I found parts of "We're Alone" harder to read than her other books about Haiti because she broadens the view, pulling back and providing a more dispassionate window into the brutal realities of life on the island, which seems only to worsen with each generation. As she explains more of the recent history including the assassination of Haiti’s elected president Jovenel Moïse in 2021, I found it hard not to disconnect and succumb to the paralysis of hopelessness. In another essay, she recounts events a few months later when the powerful 400 Mowozo gang kidnapped one Canadian and sixteen American missionaries, including five children, highlighting the limited attention Haiti receives in American media until Americans are directly involved.
But she did not leave me bereft of hope for the future of her homeland.

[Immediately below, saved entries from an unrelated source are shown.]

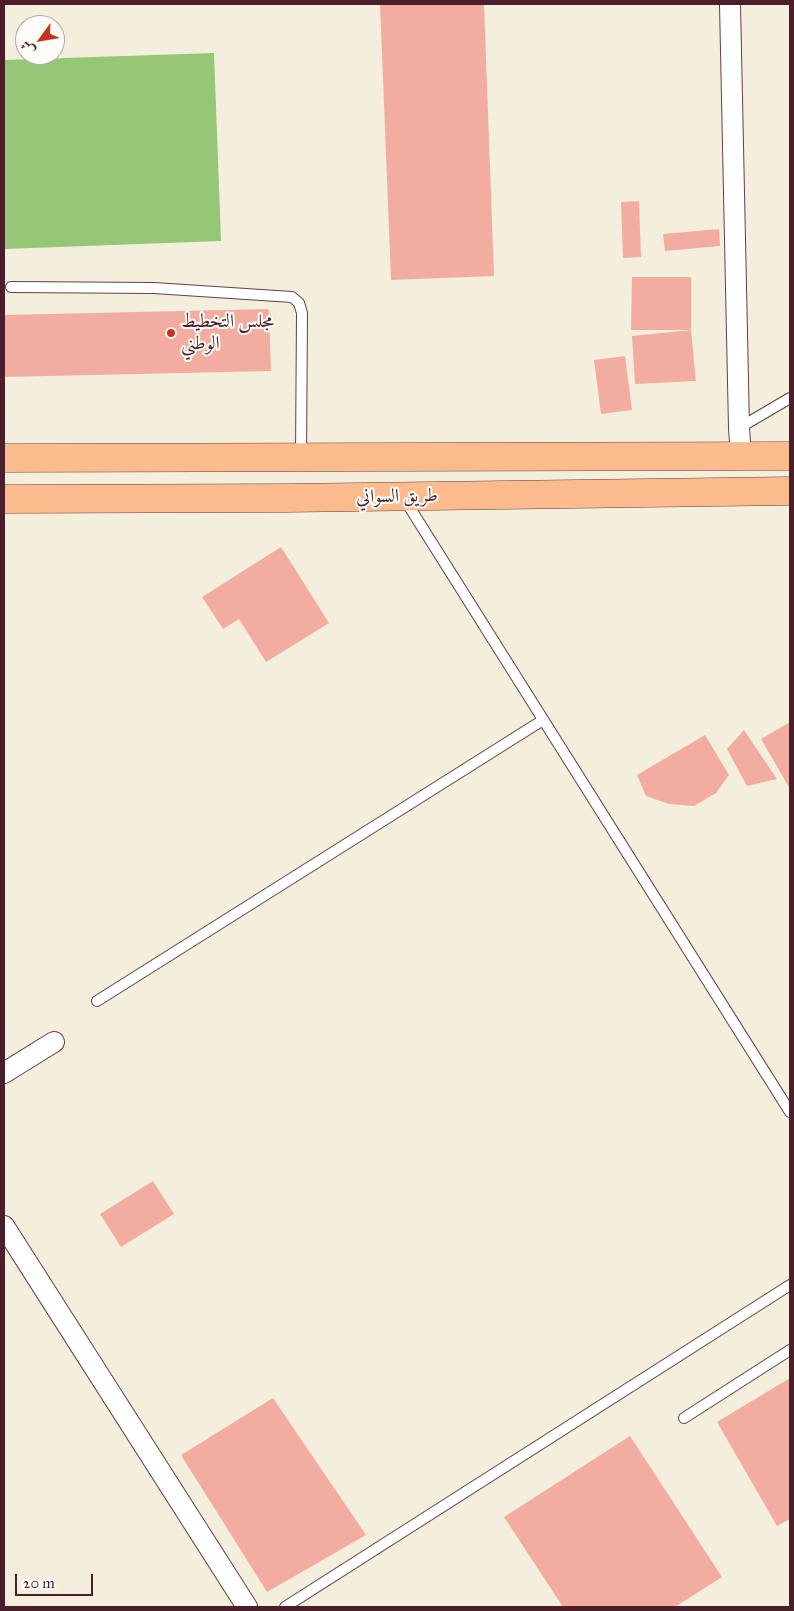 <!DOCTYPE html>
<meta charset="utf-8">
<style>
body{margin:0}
#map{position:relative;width:794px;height:1611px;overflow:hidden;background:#f4efdc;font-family:"IM FELL Great Primer",Amiri,serif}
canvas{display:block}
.frame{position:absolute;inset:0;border:5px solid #4a1f2b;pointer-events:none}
.north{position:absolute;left:15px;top:15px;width:50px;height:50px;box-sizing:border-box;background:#fdfcf7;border:1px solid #b5a4a5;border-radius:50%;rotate:238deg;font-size:14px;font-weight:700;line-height:20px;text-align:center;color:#4a1f2b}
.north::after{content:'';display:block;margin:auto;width:18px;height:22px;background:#c8321e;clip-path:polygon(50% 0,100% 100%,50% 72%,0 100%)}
.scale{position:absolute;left:15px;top:1574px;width:78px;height:22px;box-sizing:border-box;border:2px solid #4a1f2b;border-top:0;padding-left:6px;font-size:15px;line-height:18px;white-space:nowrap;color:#4a1f2b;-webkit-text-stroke:4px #fdfcf7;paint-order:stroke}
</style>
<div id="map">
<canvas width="794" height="1611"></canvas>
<div class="frame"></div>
<div class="north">ش</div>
<div class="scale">20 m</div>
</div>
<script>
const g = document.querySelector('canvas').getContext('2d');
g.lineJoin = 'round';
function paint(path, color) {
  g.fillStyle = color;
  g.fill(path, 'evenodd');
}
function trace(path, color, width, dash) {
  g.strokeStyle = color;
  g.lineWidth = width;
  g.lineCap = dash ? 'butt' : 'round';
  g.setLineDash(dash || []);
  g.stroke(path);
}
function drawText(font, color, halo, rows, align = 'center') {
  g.font = font + ' "IM FELL Great Primer",Amiri,serif';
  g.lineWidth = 4;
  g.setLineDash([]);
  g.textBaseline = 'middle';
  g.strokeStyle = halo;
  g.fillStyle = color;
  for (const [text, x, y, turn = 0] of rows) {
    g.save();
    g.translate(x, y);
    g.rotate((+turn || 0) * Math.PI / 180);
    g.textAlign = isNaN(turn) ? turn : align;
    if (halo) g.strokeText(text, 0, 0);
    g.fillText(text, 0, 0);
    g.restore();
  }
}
const green = new Path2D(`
 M214,53L221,241L4,249V60Z`);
const building = new Path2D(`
 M380,4H484L494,276L391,280Z
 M639,201L641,257L623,258L621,202Z
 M719,229L720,246L665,251L663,234Z
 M632,277H691V330L696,381L635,384L632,336L691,330H631Z
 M269,309L271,371L4,377V315Z
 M625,356L632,410L601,414L594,360Z
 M281,547L329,623L266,662L239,619L223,629L202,597Z
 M790,722V789L761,739Z
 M744,730L777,779L747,786L727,749Z
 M705,735L729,775L716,793L694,806L669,804L646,796L637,775Z
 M153,1181L174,1214L121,1247L100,1214Z
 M790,1378V1519L777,1526L717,1422Z
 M273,1398L366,1535L267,1592L181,1455Z
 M630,1436L722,1577L675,1607H563L504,1517Z`);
const service = new Path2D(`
 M11,287L154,288L292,297L299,303L302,313L301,457
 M739,428L790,398
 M405,500L790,1112
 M97,1001L543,720
 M684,1418L790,1350
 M285,1607L790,1285`);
const minor = new Path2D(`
 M730,4L739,428L741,456
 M4,1073L54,1042
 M4,1226L247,1607`);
const trunk = new Path2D(`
 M4,458L790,456
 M4,499L288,498L790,491`);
const markers = [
 [171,333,5,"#c8321e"]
];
const poiNames = [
 ["مجلس التخطيط",181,322],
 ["الوطني",181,344]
];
const streetNames = [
 ["طريق السواني",397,497,-1]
];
paint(green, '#95c777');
paint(building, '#f2ada0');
trace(service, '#643e46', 12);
trace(minor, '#643e46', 22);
trace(trunk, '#643e46', 29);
trace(service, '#fff', 10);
trace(minor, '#fff', 20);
trace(trunk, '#fbbb8d', 28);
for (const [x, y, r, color] of markers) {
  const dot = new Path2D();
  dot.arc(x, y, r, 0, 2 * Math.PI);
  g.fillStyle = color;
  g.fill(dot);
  trace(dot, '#fdfcf7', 2);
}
drawText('19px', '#4a1f2b', '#fdfcf7', poiNames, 'left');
drawText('19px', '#4a1f2b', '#fdfcf7', streetNames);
</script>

In all of her books, we see the strict codes of conduct that live on in a society built on generational knowledge of healing and perseverance, creating a rich language and culture borne of survival.
Danticat ends "We're Alone" with extraordinary tenderness, letting us into another writing class that her young daughter attended online called "Writing the Self" with Erica Cardwell. She begins the essay quoting her uncle Franck who is showing signs of dementia, a reminder that when people die we lose pieces of our history. “Families, as my suddenly silenced uncle used to say, expand like ripples in a pond. Migration forces you to remake your family, as well as yourself.”
But as she describes her daughter Mira's (and her own) excitement about the class, we see her passing down the depth of her love of writing to her daughter. She describes a moment during a car ride when they listen to the short story, "I Stand Here Ironing" by Tillie Olsen. It's about a mother struggling with her teenage daughter and at the end Danticat notices her daughter Mira is crying. As children often do, Mira succinctly states the point of connection Danticat achieves so beautifully in all of her work:
Overeager and excited, and still being a writer, I asked her what exactly about the story was making her cry. Which part moved her? ... After I pushed a bit too much, Mira answered, “I think I cried because you were crying.”